Limos take over Indian town

Limos are becoming a very familiar sight in one Indian town

Limos are becoming a very familiar sight in one Indian town

Ludhiana is a small town in the northern state of Punjab in India which is slowly being taken over by stretch limousines. Car hire bosses and taxi drivers have taken advantage of a legal loophole in their local law which means that taxi cabs are not required to pay car tax.

Nothing says success like a shiny luxurious limo, which is why so many of these elongated vehicles are showing up in the town. The limousine is a serious status symbol and taxi owners are keen to display their wealth with a fleet of stretch limos.

It seems no taxi owner in the town wants to be outdone by another, which is why the number of limos is multiplying rapidly as the businessmen play a game of keeping-up- with-the-joneses.
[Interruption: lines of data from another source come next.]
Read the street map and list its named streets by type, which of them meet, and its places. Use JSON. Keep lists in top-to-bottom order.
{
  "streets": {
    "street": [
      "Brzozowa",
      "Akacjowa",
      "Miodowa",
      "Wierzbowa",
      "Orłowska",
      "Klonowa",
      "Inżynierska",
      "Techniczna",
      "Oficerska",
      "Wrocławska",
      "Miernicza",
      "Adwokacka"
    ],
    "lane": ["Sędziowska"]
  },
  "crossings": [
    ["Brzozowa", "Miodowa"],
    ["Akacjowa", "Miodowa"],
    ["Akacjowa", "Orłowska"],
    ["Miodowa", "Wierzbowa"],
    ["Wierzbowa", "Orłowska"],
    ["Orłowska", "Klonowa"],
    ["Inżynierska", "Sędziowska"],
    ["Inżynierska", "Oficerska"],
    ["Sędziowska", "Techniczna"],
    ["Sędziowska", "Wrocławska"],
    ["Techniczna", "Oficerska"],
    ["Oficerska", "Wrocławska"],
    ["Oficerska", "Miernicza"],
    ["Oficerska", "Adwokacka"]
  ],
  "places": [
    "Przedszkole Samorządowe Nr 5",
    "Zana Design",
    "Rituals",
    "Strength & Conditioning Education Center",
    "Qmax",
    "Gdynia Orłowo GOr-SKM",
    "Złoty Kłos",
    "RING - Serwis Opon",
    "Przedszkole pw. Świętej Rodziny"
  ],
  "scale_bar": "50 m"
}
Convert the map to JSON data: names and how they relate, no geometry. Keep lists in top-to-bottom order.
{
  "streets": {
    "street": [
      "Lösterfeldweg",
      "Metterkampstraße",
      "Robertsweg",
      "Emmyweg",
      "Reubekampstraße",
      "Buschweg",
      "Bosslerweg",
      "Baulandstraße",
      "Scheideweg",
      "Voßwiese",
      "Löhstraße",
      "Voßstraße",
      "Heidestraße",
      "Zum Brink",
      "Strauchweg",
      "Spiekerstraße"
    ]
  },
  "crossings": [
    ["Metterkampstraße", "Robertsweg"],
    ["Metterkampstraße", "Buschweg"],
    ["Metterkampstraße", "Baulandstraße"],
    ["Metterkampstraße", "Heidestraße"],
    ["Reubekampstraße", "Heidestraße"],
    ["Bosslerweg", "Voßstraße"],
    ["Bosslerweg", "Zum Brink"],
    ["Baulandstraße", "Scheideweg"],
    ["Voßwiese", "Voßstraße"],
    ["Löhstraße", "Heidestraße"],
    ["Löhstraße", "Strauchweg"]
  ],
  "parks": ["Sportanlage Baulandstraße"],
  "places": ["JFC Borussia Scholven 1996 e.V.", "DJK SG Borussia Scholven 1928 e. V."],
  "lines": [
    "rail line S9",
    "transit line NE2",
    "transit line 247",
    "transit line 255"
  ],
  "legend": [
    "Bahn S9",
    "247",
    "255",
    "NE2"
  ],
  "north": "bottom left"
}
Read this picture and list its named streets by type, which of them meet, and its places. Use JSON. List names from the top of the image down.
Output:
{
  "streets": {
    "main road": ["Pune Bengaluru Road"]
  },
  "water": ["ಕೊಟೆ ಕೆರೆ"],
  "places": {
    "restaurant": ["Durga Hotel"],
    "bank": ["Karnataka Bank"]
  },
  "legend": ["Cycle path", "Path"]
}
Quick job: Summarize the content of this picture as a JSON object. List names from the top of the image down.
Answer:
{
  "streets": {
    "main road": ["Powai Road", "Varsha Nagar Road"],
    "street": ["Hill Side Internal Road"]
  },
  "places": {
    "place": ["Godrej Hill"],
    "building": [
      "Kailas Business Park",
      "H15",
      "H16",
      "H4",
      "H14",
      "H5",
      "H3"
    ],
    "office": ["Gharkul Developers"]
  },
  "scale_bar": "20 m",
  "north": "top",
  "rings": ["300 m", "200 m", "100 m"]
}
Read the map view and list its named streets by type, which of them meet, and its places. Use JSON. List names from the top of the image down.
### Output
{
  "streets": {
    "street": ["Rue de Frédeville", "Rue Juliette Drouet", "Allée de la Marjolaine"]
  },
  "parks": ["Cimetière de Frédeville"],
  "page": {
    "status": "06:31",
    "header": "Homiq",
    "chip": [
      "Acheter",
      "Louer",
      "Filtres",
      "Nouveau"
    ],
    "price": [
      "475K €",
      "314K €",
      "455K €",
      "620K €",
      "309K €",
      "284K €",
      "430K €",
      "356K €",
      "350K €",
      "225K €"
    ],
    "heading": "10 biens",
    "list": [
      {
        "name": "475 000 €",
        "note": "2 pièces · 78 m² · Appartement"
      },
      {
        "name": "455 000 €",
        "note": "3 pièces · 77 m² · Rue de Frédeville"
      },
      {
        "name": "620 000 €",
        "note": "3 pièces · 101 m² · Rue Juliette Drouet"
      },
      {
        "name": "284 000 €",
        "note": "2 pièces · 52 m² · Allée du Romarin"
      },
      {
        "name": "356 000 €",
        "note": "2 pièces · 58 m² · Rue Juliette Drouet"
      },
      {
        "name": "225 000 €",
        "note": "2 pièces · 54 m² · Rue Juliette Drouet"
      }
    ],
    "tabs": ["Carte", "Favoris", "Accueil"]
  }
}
One taxi boss estimated there were about 400 limos in the Ludhiana already, he guessed the town could only cope with a further 100 before the roads became grid-locked with the stretch vehicles.

A limo dealer from Ludhiana, 46-year-old Amit Aggarwal, explained the town’s obsession with the stretch limo: “We’re a small place with big plans and having a limousine is a man’s opportunity to show off his status”

Despite the abundance of luxury cars in the town, the locals’ preferred form of transport is either a bicycle or a donkey.